In New Zealand, for example, Herceptin is a high-profile public issue. Until July 2007, Pharmac wouldn’t fund the drug for early-stage breast cancer. (It has covered the drug for the advanced disease since 2002.) In protest, activists filed lawsuits and sent petitions to Parliament. Pink-clad motorcycle riders circled the North Island in a “Bikers for Boobs” publicity stunt that got widespread attention. To pay for treatments, women who could do so have mortgaged their homes, dipped into their retirement savings, and held fund-raisers among their neighbors. Many have cut their treatments short to save money. “It’s not easy to sit down every three weeks and write a check out for four and a half thousand dollars,” says Chris Walsh, a breast-cancer activist who mortgaged her house to buy the drug, stopping after 15 doses rather than the usual 17.

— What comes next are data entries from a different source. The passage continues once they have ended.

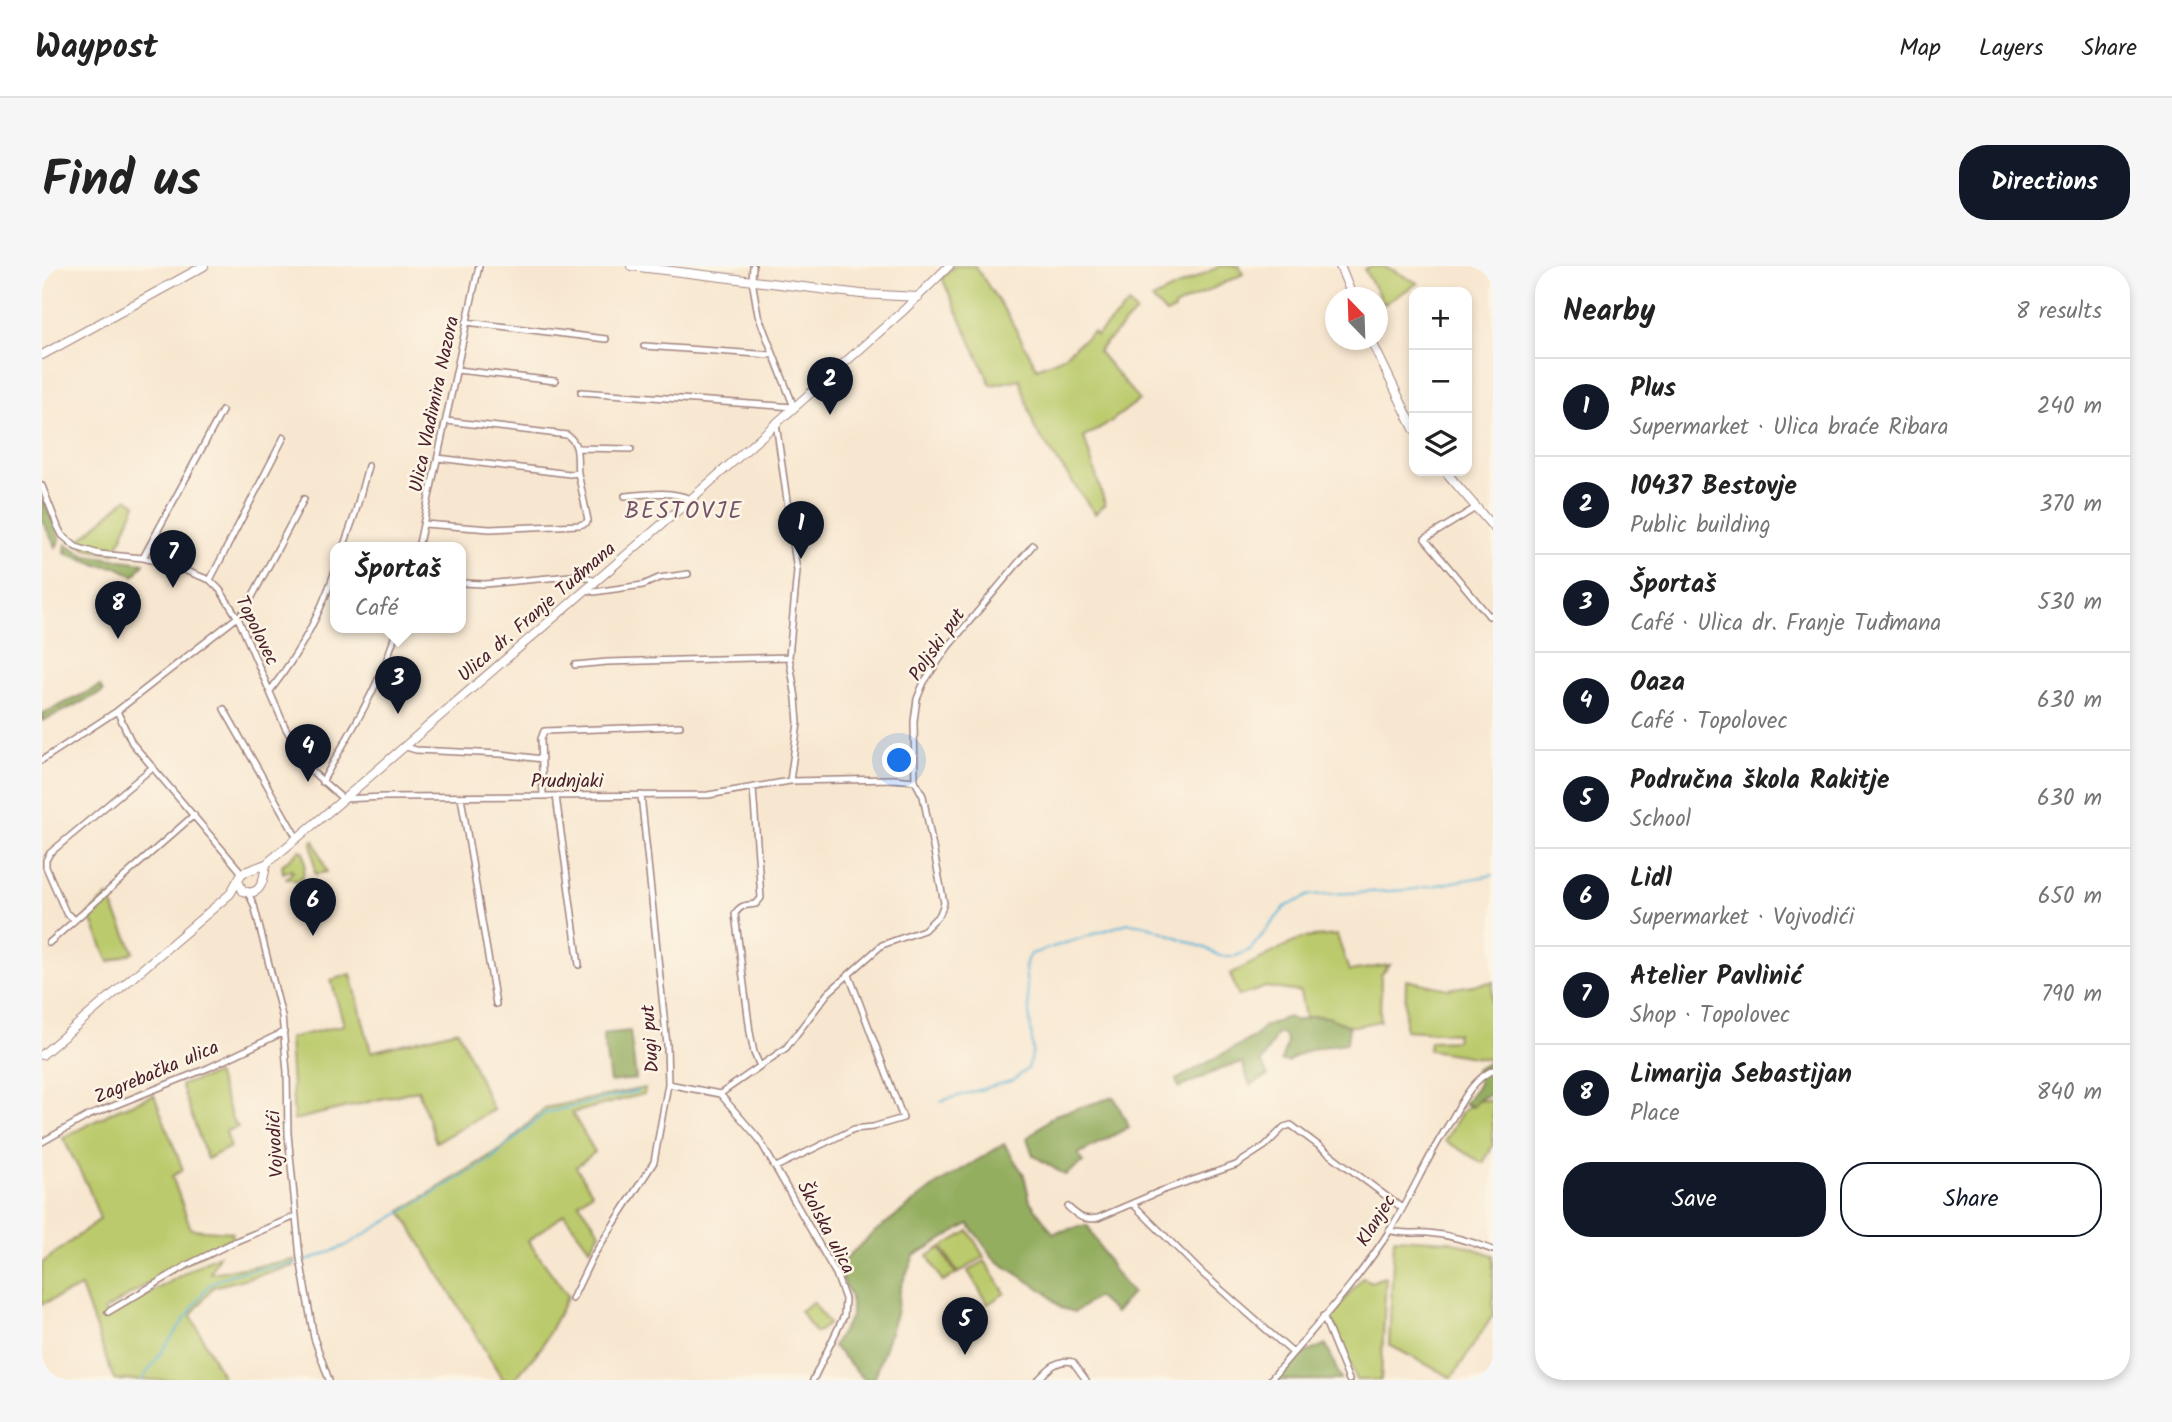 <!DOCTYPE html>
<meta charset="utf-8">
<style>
body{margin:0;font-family:Kalam,sans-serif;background:#f6f6f6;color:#222}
.controls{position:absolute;right:21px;top:21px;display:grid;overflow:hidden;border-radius:14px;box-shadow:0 4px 10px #0003}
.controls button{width:63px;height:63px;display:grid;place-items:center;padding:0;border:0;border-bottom:2px solid #e0e0e0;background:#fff;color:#222;font:35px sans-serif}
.compass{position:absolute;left:1283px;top:21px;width:63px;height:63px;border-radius:50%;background:#fff;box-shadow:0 4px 10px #0003;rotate:337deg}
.you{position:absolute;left:858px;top:495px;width:24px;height:24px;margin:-18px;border:5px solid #fff;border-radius:50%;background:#1a73e8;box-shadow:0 0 0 10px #1a73e833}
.badge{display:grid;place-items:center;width:46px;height:46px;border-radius:50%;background:#111827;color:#fff;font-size:23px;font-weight:700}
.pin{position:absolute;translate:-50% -58px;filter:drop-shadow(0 2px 4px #0008)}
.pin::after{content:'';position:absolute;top:37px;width:24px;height:21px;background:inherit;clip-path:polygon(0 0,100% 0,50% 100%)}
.popup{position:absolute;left:288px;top:276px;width:136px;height:91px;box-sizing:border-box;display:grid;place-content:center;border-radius:14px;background:#fff;filter:drop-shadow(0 2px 5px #0005);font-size:23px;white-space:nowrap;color:#767676}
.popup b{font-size:26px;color:#222}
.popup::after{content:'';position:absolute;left:50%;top:100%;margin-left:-14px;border:14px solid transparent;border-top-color:#fff}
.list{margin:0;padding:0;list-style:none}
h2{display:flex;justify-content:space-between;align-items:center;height:91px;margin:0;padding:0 28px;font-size:30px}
h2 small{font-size:23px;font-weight:400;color:#767676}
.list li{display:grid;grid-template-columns:46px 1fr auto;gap:21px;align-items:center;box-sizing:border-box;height:98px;padding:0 28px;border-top:2px solid #e0e0e0}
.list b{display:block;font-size:26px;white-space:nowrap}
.list p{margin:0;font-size:23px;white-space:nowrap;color:#767676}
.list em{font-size:23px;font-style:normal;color:#767676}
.actions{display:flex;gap:14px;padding:21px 28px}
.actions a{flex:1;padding:16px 0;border:2px solid #111827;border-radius:28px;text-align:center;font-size:24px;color:#111827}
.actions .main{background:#111827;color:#fff}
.icon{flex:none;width:38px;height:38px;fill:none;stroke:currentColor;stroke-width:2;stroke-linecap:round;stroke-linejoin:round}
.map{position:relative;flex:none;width:1451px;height:1114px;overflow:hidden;border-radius:28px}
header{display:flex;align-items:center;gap:42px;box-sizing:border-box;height:98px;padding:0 35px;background:#fff;border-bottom:2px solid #e0e0e0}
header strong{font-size:33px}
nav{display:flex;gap:38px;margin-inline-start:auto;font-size:24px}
.intro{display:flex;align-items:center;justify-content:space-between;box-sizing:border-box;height:168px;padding:0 42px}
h1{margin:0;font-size:49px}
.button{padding:18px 32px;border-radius:28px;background:#111827;color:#fff;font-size:24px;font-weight:700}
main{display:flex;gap:42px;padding:0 42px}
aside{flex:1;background:#fff;border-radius:28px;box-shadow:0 4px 10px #0003}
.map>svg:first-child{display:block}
.green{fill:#bbca6c;stroke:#82744c;stroke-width:2}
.forest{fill:#94ae60;stroke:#6f6646;stroke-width:2}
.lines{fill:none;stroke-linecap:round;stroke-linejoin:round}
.stream{stroke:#58b3d6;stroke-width:2}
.minor-casing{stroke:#a1837e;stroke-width:8}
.secondary-casing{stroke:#a1837e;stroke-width:10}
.minor{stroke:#fff;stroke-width:5}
.secondary{stroke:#fff;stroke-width:8}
.labels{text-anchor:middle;stroke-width:5;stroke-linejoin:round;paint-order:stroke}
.street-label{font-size:19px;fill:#4a1f2b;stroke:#fcf5e5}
.quarter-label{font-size:23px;letter-spacing:2px;fill:#74536a;stroke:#fcf5e5}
</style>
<header>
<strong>Waypost</strong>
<nav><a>Map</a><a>Layers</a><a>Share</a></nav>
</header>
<div class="intro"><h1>Find us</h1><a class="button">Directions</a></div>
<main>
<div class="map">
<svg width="1451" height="1114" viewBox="0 0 1451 1114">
<rect width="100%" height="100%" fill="#fcf5e5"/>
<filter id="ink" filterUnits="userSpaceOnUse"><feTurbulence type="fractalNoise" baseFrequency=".0143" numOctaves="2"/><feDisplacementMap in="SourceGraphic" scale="14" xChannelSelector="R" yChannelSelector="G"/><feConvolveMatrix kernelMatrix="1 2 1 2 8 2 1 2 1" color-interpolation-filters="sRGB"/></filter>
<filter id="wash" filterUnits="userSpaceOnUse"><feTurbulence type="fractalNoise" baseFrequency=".00686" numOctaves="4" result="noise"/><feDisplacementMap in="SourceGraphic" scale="28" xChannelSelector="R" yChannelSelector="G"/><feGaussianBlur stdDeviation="1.57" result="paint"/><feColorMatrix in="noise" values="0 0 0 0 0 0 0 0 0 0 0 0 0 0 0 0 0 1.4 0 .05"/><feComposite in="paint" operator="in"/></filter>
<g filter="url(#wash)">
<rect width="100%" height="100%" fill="#f8e7d0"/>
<!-- green -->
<path class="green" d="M912 0H933L967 51 995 102 1019 92 1051 66 1054 70 1087 38 1094 46 1056 85 1097 134 1063 160 1042 171 1063 238 1053 248 993 163 978 113 949 119 900 12Z
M1178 0H1197L1201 8 1132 41 1133 44 1124 48 1110 33Z
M1330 0C1351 0 1357 9 1376 17L1342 38 1322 3Z
M85 232 94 238 73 287 44 282 35 277Z
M272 574 285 606 273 608 270 575Z
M258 584 262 586 263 599 261 610 256 615 244 612 251 606 249 603 241 607 240 599Z
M66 630 92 686 67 696 47 648Z
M1295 669 1307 705 1348 699 1339 709 1338 755C1329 756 1315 762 1305 760 1289 756 1280 746 1263 752L1258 726 1224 721 1197 730 1188 708 1260 672Z
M309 708 329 786 416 764 451 844 394 876 376 824 252 854 247 772 302 759 289 714Z
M1364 714 1406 723 1451 716 1447 778 1451 781V794L1387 784 1388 775 1414 774 1415 767 1363 764Z
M174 808 191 855 196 861 184 865 188 881 165 893 139 819Z
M603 822 602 828 530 847 553 886 534 901 550 926 537 937 558 966 548 983 522 948 486 975 526 1030 499 1082 472 1114H461L359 945 462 881 503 842Z
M112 829 141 904 130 910 149 963 190 966 191 971 107 1017 62 1045 65 1052 162 996 177 989 168 1007 252 994V1000L171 1021 149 1049 182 1114H72L39 1021 0 1038V997L58 953 46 921 21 872 74 844Z
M1439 834 1451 835V879L1441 897 1403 875 1421 844Z
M927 965 942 991 916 1007 900 981Z
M1352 972 1409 975 1451 989V1049L1410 1112 1347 1079Z
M898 982 914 1008 901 1016 886 990Z
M943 995 963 1027 946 1038 926 1005Z
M1344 1010 1339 1114H1314L1289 1051 1321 1011 1329 1016Z
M771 1036 787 1058 774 1067 758 1045Z"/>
<!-- forest -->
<path class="forest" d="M2 235 18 273 14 281 0 254V236Z
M24 278 43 289 102 297 92 310 75 301 56 299 23 287Z
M58 420 61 426 0 455V448Z
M1270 750 1286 751 1307 760 1305 777C1285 780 1262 782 1246 796L1239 795 1245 777 1242 768H1235L1219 796 1226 810 1208 819 1200 797 1185 800 1137 822 1134 814 1213 770 1222 760 1246 751 1254 755Z
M588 765 594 813 568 816 561 768Z
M1451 794V828L1438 832 1431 841 1422 837 1437 818 1433 804Z
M1072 831 1087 861 1036 888 1041 896 1023 909 991 889 985 872 1013 849Z
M962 878 982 909 988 935 1011 967 1045 959 1072 1005 1090 1027 1073 1047 1055 1031 1033 1046 1019 1042 1005 1027 952 993 927 958 872 990 859 1020 854 1048 832 1114H823L791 1080 809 1051V1030L800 1013 798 998 830 968 894 919Z
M1284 1078 1299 1114H1234L1252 1092Z"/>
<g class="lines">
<!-- stream -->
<path class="stream" d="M899 835 972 814 986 802 991 786 983 702 985 693 989 688 1086 657 1103 659 1163 682 1178 690H1194L1208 684 1243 641 1268 629 1367 624 1451 609
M262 996 303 980 448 894 503 847 596 825
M100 1114 165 1021C188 1002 227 1003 256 997"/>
</g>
</g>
<g filter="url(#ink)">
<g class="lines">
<defs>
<path id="minor" d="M424 56 564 73
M602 80 731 89
M415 104 513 115
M539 126 752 141 716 49 710 14 711 0
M404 155 525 169C539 179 534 192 536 207
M734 157 755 305 747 391 754 432 756 457 748 515 851 513 873 515
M536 182 589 183
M0 220 16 261 20 269 34 281 57 288 101 292 123 297 168 314 178 324 196 352 243 461 267 503 301 533 342 531 666 529 748 515
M583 230C605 228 628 224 649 233
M1435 241 1383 273 1447 350 1451 348
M382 258 448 263 537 259 544 257 546 254 536 207 528 208 396 192
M301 282 313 248 326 200
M376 282 437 0
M101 292 180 145
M168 314 242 171
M419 317 443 318 539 309 545 311 552 315
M543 323 552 326 601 319 617 312 646 308
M533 399 565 396 747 391
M228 425C257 387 277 351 293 305
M182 443 255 572
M75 445 90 477 200 607
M361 480 374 484 459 488 500 493
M0 494 75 445 202 346 262 233
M280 516C308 466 340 418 355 362
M711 522 719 632 714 638C704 639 698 639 693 648L708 766 712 787 718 800
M501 530 499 473 502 465 638 460
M514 530 537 699
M419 531 454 738
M206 627 212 639 240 750 245 806 246 868 258 992 272 1072 287 1114
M32 653 24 647 4 601V594L8 587 111 501
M7 677 152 549
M626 818 678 828 744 782 786 727 840 679 882 664 898 648 902 637 881 530 873 515 872 455 875 433 882 416 906 381 991 279
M678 828 717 873 794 1008 803 1033 802 1050 771 1114
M0 876 46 850 166 802 242 766
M734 901 812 863 831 861 861 852 807 709
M1091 938 1160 1007 1251 1087
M1026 941C1036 950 1041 955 1056 952L1119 925 1194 899 1223 880 1242 861 1249 859 1360 942
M1347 964C1360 969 1372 966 1386 967 1408 969 1431 976 1451 984
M530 1033 551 990 612 896 626 818 625 779 599 529
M66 1046 147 998 192 976 254 950
M1281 1050 1307 1114
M996 1114C1006 1103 1016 1092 1031 1096L1044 1114
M1228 1114C1269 1065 1314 1018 1348 964 1369 930 1384 894 1405 861 1418 840 1428 815 1451 804"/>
<path id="secondary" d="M589 0 819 28 876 31
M1298 0 1311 32
M1329 74 1372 163
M0 89 162 0
M1403 205 1451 261
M196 615 201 625C219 632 222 613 224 598
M0 789 188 628 200 607 224 598 296 538 649 233 862 44 907 0"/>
</defs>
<!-- minor casing -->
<use href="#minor" class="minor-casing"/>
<!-- secondary casing -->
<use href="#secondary" class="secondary-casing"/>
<!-- minor -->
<use href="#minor" class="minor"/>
<!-- secondary -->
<use href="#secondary" class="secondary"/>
</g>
</g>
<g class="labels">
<!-- street labels -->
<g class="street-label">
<text transform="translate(391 138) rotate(-78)" y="7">Ulica Vladimira Nazora</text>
<text transform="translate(494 345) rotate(-41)" y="7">Ulica dr. Franje Tuđmana</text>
<text transform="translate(216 364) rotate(64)" y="7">Topolovec</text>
<text transform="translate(894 378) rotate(-55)" y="7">Poljski put</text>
<text x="525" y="521">Prudnjaki</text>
<text transform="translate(607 773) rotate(-94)" y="7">Dugi put</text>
<text transform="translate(114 805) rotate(-23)" y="7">Zagrebačka ulica</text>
<text transform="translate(232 878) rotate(-93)" y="7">Vojvodići</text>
<text transform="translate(1333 954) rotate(-58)" y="7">Klanjec</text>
<text transform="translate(785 961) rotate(62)" y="7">Školska ulica</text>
</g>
<!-- quarter labels -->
<g class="quarter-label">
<text x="642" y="252">BESTOVJE</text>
</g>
</g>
</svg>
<div class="controls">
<button>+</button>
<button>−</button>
<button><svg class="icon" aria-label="layers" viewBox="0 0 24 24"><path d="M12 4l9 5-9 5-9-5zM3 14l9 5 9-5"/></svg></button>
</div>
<svg class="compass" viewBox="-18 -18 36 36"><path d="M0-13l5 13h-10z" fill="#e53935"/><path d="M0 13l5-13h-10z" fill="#767676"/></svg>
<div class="you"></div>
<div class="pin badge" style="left:759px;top:293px">1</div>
<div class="pin badge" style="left:788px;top:149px">2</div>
<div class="pin badge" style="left:356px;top:448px">3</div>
<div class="popup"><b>Športaš</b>Café</div>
<div class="pin badge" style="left:266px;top:516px">4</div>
<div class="pin badge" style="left:923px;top:1089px">5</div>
<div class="pin badge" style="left:271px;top:670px">6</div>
<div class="pin badge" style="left:131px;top:322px">7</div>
<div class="pin badge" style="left:76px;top:373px">8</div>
</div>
<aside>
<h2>Nearby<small>8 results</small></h2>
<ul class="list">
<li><span class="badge">1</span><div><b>Plus</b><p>Supermarket · Ulica braće Ribara</p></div><em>240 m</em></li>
<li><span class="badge">2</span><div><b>10437 Bestovje</b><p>Public building</p></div><em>370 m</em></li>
<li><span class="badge">3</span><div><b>Športaš</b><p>Café · Ulica dr. Franje Tuđmana</p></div><em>530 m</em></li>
<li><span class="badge">4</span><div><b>Oaza</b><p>Café · Topolovec</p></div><em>630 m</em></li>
<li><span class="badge">5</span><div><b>Područna škola Rakitje</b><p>School</p></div><em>630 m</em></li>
<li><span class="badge">6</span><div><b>Lidl</b><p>Supermarket · Vojvodići</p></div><em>650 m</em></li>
<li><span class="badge">7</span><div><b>Atelier Pavlinić</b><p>Shop · Topolovec</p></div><em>790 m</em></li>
<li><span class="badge">8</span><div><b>Limarija Sebastijan</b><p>Place</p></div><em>840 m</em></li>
</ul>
<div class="actions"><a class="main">Save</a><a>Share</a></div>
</aside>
</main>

Eventually, Pharmac decided that Herceptin was worth paying for—but only for nine weeks, or three treatments. Rather than citing costs, the agency claimed to be following the science. It pointed to a small Finnish trial that showed positive results from a nine-week regimen. The government’s public statements also emphasized potential cardiac complications from Herceptin. In our October interview, Dr. Isaacs, the oncologist, complained that government spokesmen have been “really skewing the way that people perceive the information. If I had not known what I know and had only listened to the media releases of Pharmac after their last decision, I would have thought, ‘Thank goodness we’re only giving them nine weeks of this terrible drug.’”
If a shorter treatment can achieve the same results, it makes sense to save money. Did the government have a reasonable case? Passions run high in New Zealand, so I asked a more distant source: John Glaspy, the director of the Women’s Cancers Program Area at UCLA’s Jonsson Comprehensive Cancer Center and my own oncologist. “The government of New Zealand is being accurate when they say that there is no convincing evidence that a year is better than nine weeks,” he said. But the Finnish study involved only a couple hundred patients, while the 12-month treatment trials included more than 13,000. The Finnish results thus are far less statistically certain. We know that a year works. With nine weeks, we’re guessing. “The scientific evidence supporting that it is equally good to do nine weeks compared to a year isn’t there,” says Glaspy.